Interessante l’affermazione del ministro Giorgetti che intende nella prossima Legge di bilancio che si aggira intorno ai 25 miliardi – che comunque dovrà proporre in breve tempo tenendo conto del Patto di stabilità Ue e soprattutto dell’enorme debito che abbiamo accumulato – sostenere la natalità. Evviva, abbiamo finalmente capito che il nostro Paese nel suo complesso è destinato a perdere un gran numero di abitanti: secondo Istat, nel 2080 scenderanno da 59 a 46 milioni e con differenze territoriali marcatissime. La conclusione è che il 54% della popolazione si concentrerà al Settentrione mentre il Sud sarà desertificato.



Ed è giusto avere una visione che vada molto avanti nel tempo perché, per esempio, i bambini che forse nasceranno quest’anno saranno i cittadini che lavoreranno e sosterranno il sistema del mercato del lavoro, dell’assistenza, della previdenza e sappiamo che già ora Inps boccheggia, e non saranno solo gli immigrati che ci salveranno perché anche le popolazioni che sono arrivate nel nostro Paese si sono adeguate e hanno smesso di fare figli, perché hanno ben capito che “l’isola italiana del tesoro” non esiste più. Dunque, ben venga la collaborazione tra forze politiche per un progetto strutturale e non legato alle Leggi di bilancio per costruire insieme l’architrave della popolazione italiana, cioè le culle piene, considerando che la popolazione femminile in età feconda si riduce per la denatalità dei decenni scorsi e comunque si tarda per innumerevoli motivi a mettere su famiglia.



Servono idee, programmi, risorse servono personalità che si facciano carico della questione. Il degiovanimento è una clava sul mercato del lavoro, significa la contrazione dal basso degli occupati, meno tasse e contributi per finanziare il welfare di un numero crescente di anziani. Dunque arriviamo ai servizi per la famiglia che non sono solo asili nido, ma servizi integrativi scolastici, servizi per gli anziani e le persone non autosufficienti e dunque il carico da 90 per le donne e per una riforma della non autosufficienza e disabilità ancora inattuata.

Disoccupazione che non accenna a diminuire, anzi molti donne inattive e molti giovani anche, numeri che vengono sparati (spesso sommessamente) sedati da quelli sull’occupazione che però è soprattutto degli uomini e donne di metà secolo e che nascondono il dato vero: le imprese stanno ferme ora perché attendono con incertezza la manovra di bilancio.

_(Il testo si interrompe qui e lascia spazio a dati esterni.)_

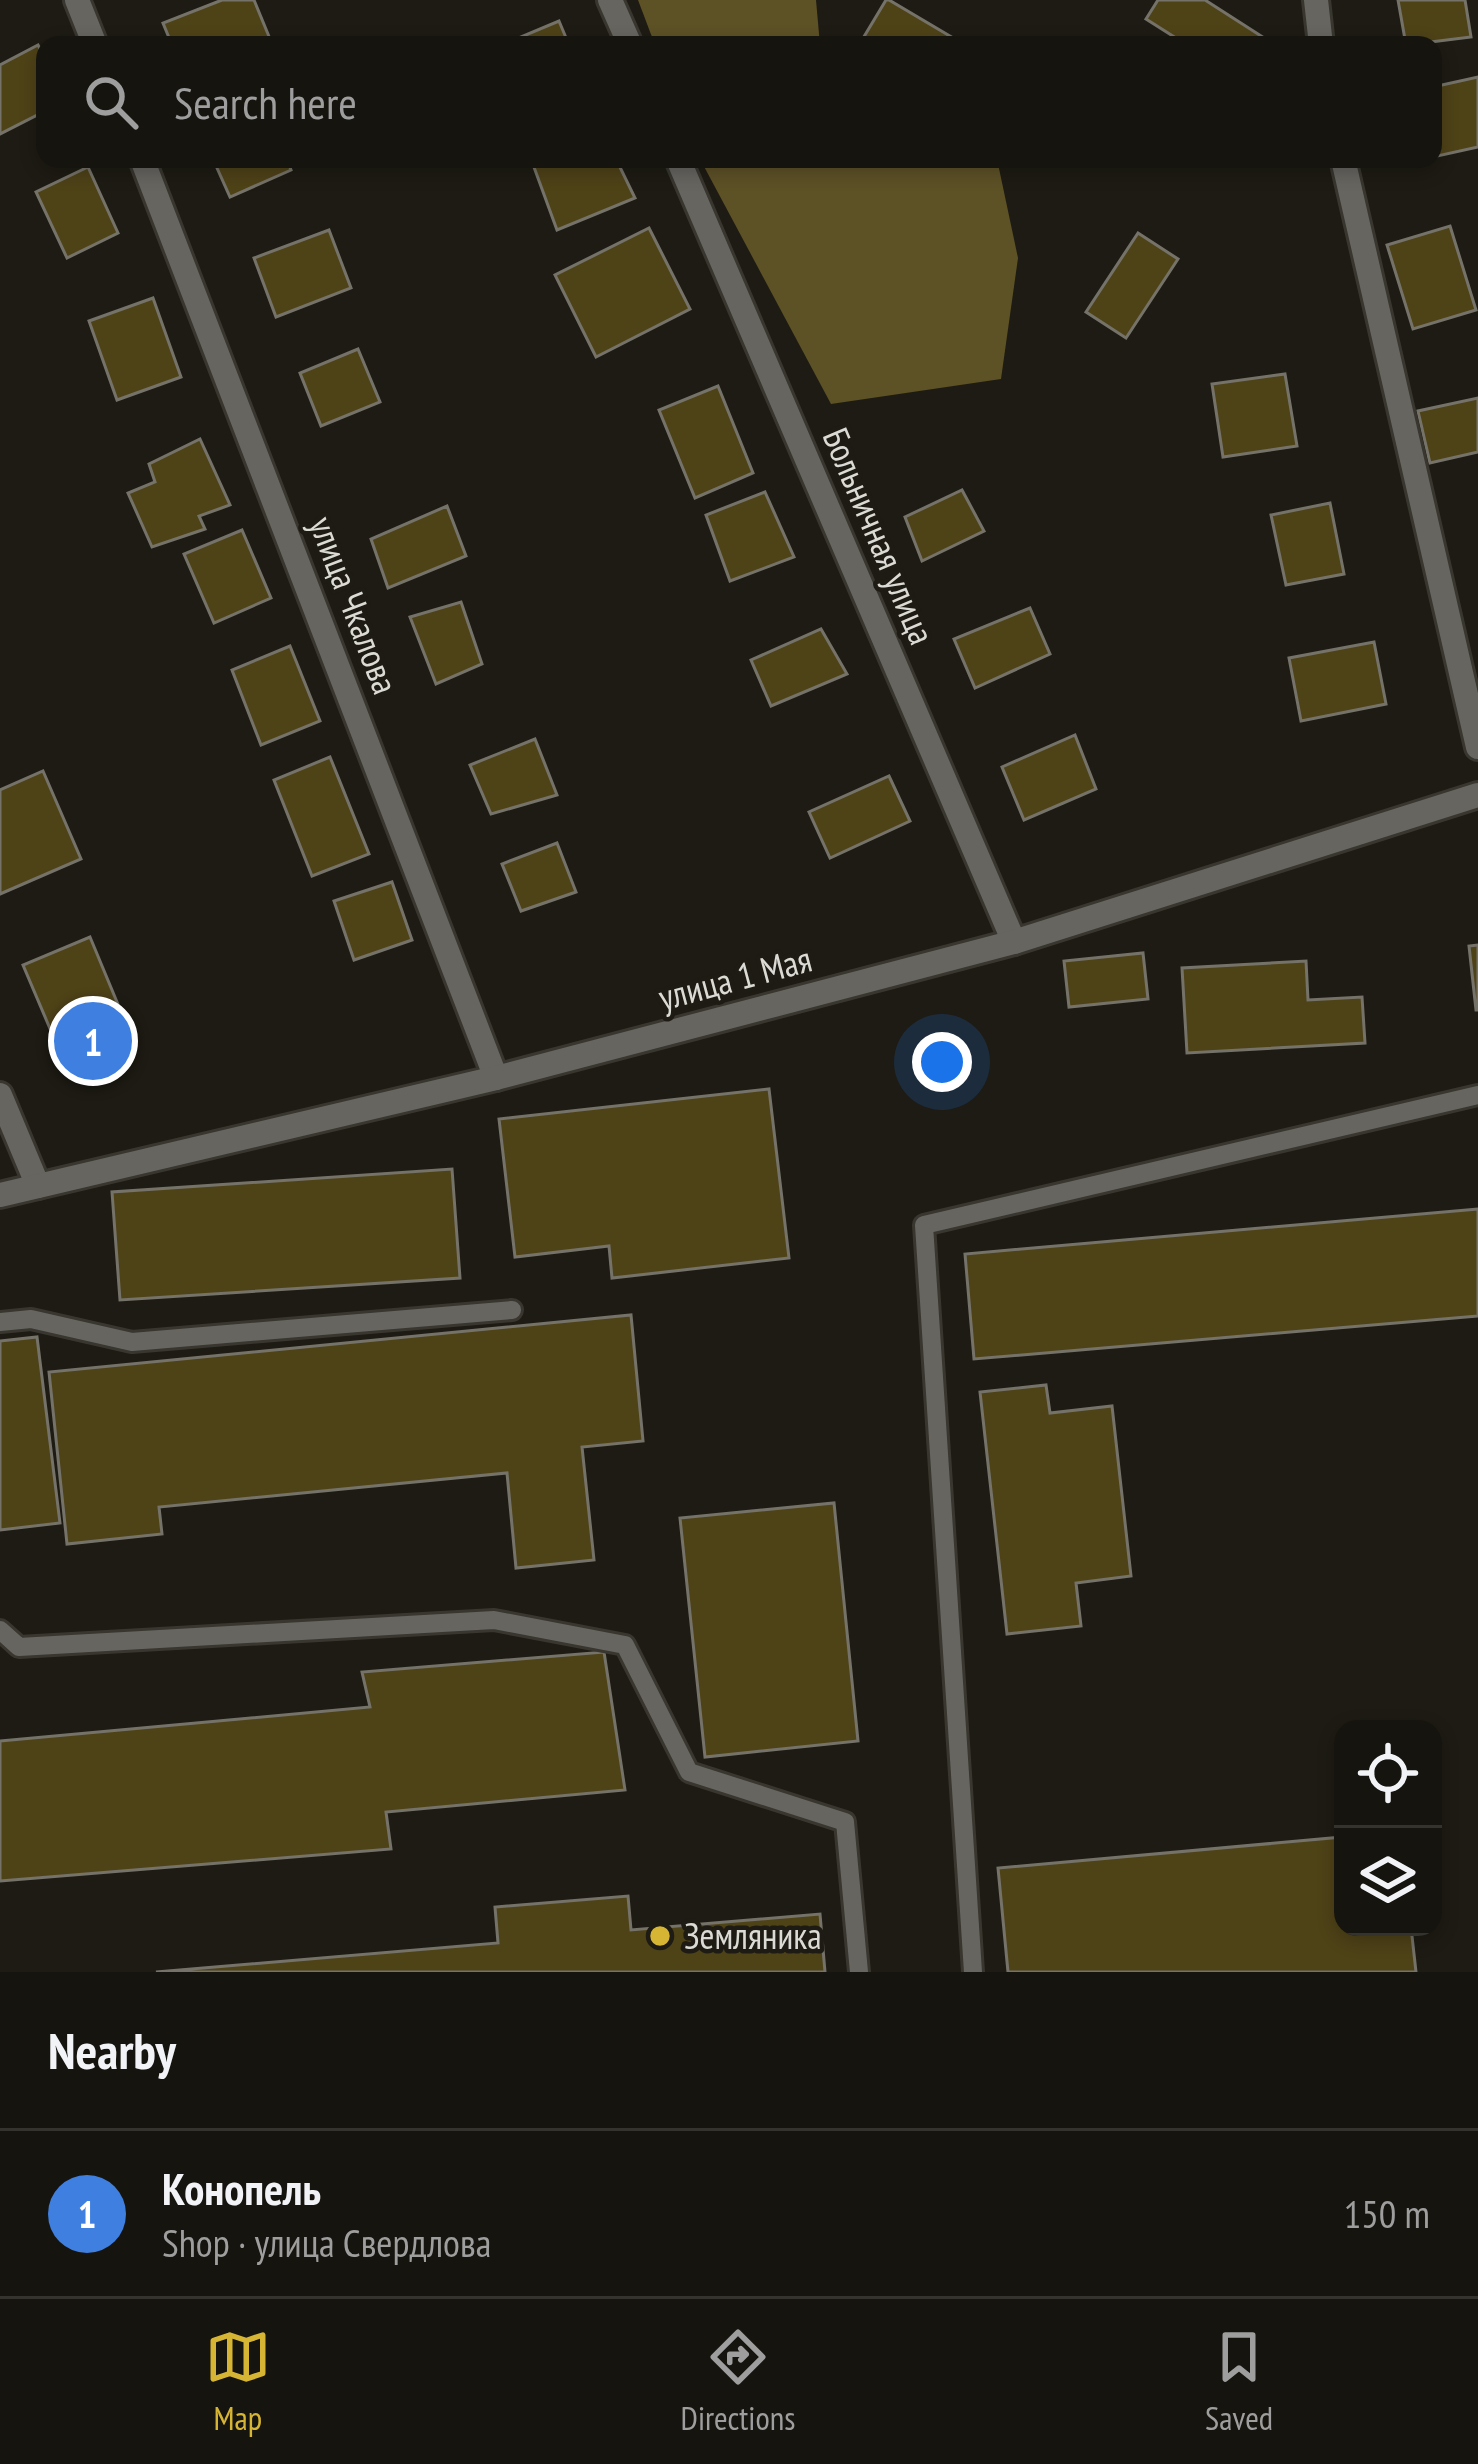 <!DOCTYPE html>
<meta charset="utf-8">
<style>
body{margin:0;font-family:"PT Sans Narrow",sans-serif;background:#1f1d17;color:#f1f3f6}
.controls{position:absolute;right:36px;bottom:36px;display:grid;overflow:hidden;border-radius:24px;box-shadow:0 6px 18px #0003}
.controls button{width:108px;height:108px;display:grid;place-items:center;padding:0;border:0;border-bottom:3px solid #35332e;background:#16140e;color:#f1f3f6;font:60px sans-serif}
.you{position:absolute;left:942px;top:1062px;width:42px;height:42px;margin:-30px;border:9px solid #fff;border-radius:50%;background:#1a73e8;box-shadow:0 0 0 18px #1a73e833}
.badge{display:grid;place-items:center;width:78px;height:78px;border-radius:50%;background:#d6b534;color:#fff;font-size:39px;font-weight:700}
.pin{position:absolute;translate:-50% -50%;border:6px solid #fff;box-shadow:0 3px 12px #0006}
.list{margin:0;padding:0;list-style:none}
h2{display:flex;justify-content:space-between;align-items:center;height:156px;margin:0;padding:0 48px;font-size:51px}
h2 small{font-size:39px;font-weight:400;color:#9e9e9e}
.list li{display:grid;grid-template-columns:78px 1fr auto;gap:36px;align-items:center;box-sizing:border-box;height:168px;padding:0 48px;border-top:3px solid #35332e}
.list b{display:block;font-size:45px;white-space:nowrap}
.list p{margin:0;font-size:39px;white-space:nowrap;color:#9e9e9e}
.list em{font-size:39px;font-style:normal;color:#9e9e9e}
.icon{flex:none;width:66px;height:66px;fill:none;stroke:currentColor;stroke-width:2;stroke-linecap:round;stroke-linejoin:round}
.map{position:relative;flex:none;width:1478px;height:1972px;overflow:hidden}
.search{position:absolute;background:#16140e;box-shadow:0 6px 18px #0003;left:36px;right:36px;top:36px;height:132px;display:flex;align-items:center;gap:30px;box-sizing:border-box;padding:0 42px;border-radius:24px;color:#9e9e9e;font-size:45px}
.sheet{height:324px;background:#16140e}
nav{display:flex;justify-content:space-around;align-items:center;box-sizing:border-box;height:168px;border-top:3px solid #35332e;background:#16140e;font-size:33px;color:#9e9e9e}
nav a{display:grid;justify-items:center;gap:6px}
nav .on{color:#d6b534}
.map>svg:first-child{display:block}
</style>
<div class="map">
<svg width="1478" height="1972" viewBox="0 0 1478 1972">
<rect width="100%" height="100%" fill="#1d1b13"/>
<g fill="#5d5126">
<polygon points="638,0 816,0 820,45 655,45"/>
<polygon points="700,159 997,159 1018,258 1001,379 831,404"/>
</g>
<g fill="#4e4217" stroke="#757269" stroke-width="3">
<polygon points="222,0 254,0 270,39 256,45 172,45 163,23"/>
<polygon points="886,0 889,0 965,45 859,45"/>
<polygon points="1158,0 1205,0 1275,45 1187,45 1146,19"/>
<polygon points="1398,0 1465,0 1471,37 1406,45"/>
<polygon points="559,21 569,45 502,45"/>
<polygon points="38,45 45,58 45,111 0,134 0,65"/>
<polygon points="1478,77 1478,147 1433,157 1433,87"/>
<polygon points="213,159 287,159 291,170 230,197"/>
<polygon points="531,159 616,159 635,198 557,230"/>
<polygon points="88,167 118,233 67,258 36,192"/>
<polygon points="1450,226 1476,310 1413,329 1387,245"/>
<polygon points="649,228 690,309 596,357 555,275"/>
<polygon points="329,230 351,288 276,317 254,258"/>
<polygon points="1138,233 1178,259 1126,338 1086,312"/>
<polygon points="153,298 181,377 117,400 89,321"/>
<polygon points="358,349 380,402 321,426 300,373"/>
<polygon points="1285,374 1297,446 1223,457 1212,384"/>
<polygon points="718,386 753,473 695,498 659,410"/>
<polygon points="1478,398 1478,452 1430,463 1418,411"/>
<polygon points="200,439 230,505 199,516 205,529 152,547 128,493 155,482 149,464"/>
<polygon points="962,490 984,531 922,561 905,517"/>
<polygon points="765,492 794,557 730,581 706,515"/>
<polygon points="1330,503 1344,574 1286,585 1271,515"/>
<polygon points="447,506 466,556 388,588 371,539"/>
<polygon points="242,530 271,598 214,623 184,554"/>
<polygon points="461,602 482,664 436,684 410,617"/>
<polygon points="1030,608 1050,654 975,688 954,639"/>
<polygon points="821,629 847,674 771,706 751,660"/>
<polygon points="1374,642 1386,704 1301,721 1289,658"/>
<polygon points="290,646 320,721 261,745 232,670"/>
<polygon points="1075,735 1096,789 1024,820 1002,767"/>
<polygon points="535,739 557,795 491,814 470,765"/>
<polygon points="330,757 369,854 312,876 274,780"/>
<polygon points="43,771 81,859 0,894 0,790"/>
<polygon points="889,776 910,821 830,858 809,812"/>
<polygon points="557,843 576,892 521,911 502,864"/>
<polygon points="392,882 412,940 354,960 334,901"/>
<polygon points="90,937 134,1043 68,1071 23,965"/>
<polygon points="1478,945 1478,1010 1476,1010 1469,946"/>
<polygon points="1143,953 1148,999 1069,1007 1064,961"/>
<polygon points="1306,961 1308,1000 1362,997 1365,1043 1187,1053 1182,968"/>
<polygon points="769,1089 789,1258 612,1278 609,1246 515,1257 499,1119"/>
<polygon points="452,1169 460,1278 120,1300 112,1192"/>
<polygon points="1478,1209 1478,1316 974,1359 965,1254"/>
<polygon points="631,1315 643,1441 582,1447 594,1560 516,1568 507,1473 159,1507 162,1534 67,1544 49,1372"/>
<polygon points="37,1337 60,1523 0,1530 0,1341"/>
<polygon points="1046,1385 1050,1413 1112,1406 1131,1576 1076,1583 1081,1626 1007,1634 980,1392"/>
<polygon points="834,1503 858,1741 705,1757 680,1518"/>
<polygon points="604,1652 625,1790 386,1812 391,1849 0,1881 0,1741 370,1707 362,1672"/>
<polygon points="1343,1837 1343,1927 1411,1927 1416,1972 1008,1972 998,1868"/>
<polygon points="628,1896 631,1930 820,1914 825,1972 156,1972 498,1943 495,1907"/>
</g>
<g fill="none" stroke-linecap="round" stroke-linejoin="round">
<defs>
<g id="service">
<polyline points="0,1322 31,1319 132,1342 512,1310"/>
<polyline points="0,1630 19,1647 494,1620 625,1645 689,1772 845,1822 859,1972"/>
<polyline points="973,1972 924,1225 1478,1095"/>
</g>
<g id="minor">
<polyline points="77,0 95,45"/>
<polyline points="610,0 630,45"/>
<polyline points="1316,0 1321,45"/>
<polyline points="142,159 496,1078"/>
<polyline points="678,159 1014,942"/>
<polyline points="1343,159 1478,747"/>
<polyline points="0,1095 38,1186"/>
</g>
<polyline id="tertiary" points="0,1195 496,1078 1014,942 1478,795"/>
</defs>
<use href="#service" stroke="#38362e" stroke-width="24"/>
<use href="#minor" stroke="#38362e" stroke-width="30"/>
<use href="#tertiary" stroke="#38362e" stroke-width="30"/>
<use href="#service" stroke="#666560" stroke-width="18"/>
<use href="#minor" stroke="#666560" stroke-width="24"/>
<use href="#tertiary" stroke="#666560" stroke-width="24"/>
</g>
<circle fill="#d6b534" stroke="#1d1b13" stroke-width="4.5" cx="660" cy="1936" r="12"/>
<g text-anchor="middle" stroke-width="9" stroke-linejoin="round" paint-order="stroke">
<g font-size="36" fill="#dbdad4" stroke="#1d1b13">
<text transform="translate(879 536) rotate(67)" y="13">Больничная улица</text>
<text transform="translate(354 605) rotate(69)" y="13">улица Чкалова</text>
<text transform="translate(735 978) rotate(-15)" y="13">улица 1 Мая</text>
</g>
<g font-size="36" fill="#dbdad4" stroke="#1d1b13" text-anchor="start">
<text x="684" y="1949">Земляника</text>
</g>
</g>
</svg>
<div class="controls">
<button><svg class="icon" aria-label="locate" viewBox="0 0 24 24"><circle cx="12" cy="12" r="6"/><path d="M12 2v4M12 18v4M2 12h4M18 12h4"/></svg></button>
<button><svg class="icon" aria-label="layers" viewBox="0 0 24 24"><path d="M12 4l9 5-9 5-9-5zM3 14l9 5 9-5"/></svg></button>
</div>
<div class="you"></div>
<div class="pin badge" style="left:93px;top:1041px;background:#3f7fe0">1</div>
<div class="search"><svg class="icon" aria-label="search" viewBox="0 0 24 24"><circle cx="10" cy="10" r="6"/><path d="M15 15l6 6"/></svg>Search here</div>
</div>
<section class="sheet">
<h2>Nearby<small></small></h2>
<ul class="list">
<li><span class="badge" style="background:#3f7fe0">1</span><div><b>Конопель</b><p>Shop · улица Свердлова</p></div><em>150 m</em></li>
</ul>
</section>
<nav>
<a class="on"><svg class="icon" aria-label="map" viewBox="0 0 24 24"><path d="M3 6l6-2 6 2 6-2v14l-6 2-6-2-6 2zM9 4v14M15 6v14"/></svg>Map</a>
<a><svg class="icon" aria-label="directions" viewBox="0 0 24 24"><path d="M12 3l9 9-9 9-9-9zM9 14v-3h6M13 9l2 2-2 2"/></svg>Directions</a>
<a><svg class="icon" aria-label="saved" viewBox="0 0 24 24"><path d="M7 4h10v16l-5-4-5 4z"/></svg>Saved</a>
</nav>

Dunque ragioniamo su risorse stabili e non legate a defiscalizzzazioni biennali, ma su una riforma fiscale strutturale. Estendere la durata del congedo per i padri, portare all’80% il tasso di sostituzione del congedo parentale, introdurre forme di congedo flessibile, rafforzare i congedi per i lavoratori autonomi, ricalibrare importi e modalità di accesso all’assegno unico universale, il quale ha effetti discorsivi sull’offerta di lavoro del secondo percettore di reddito, e avvantaggia già chi ha più figli e non chi ne vuole mettere al mondo; azzerare le rette d’iscrizione per le famiglie a reddito medio-basso e seguire l’esempio francese dell’Agenzia per i servizi alla persona.



La natalità come la parità di genere e l’inclusione dei giovani deve superare l’approccio per silos e deve essere integrata in tutti gli organismi di settore, cioè serve una struttura di governo che possa penetrare tutti gli ambiti funzionale e imporsi. Siamo seri e diciamoci la verità: la certificazione di genere che ha dato risorse agli Enti di certificazione e vantaggi alle aziende non ha prodotto maggiore occupazione femminile, almeno nessun monitoraggio è stato compiuto sull’impatto che questa impresa finanziata con il Pnrr ha prodotto.

Le due risorse principali che servono alle famiglie con figli sono il tempo e il reddito, perché è fondamentale per madri e padri occupati organizzarsi con servizi e sostegni economici che però non facciano risalire il reddito familiare e uscire dunque dalle facilitazioni Isee. Il reddito delle famiglie con figli è inferiore a quello nominale di chi ha meno persone a carico e il reddito reale è ben più basso. Se poi mancano i servizi gli asili e le strutture pensare ad aiutare chi ora ha più figli va bene, ma non aiuta a incentivare a fare un progetto di vita per il futuro.

Dunque serriamo le fila e studiamo bene il meccanismo per non sbagliare.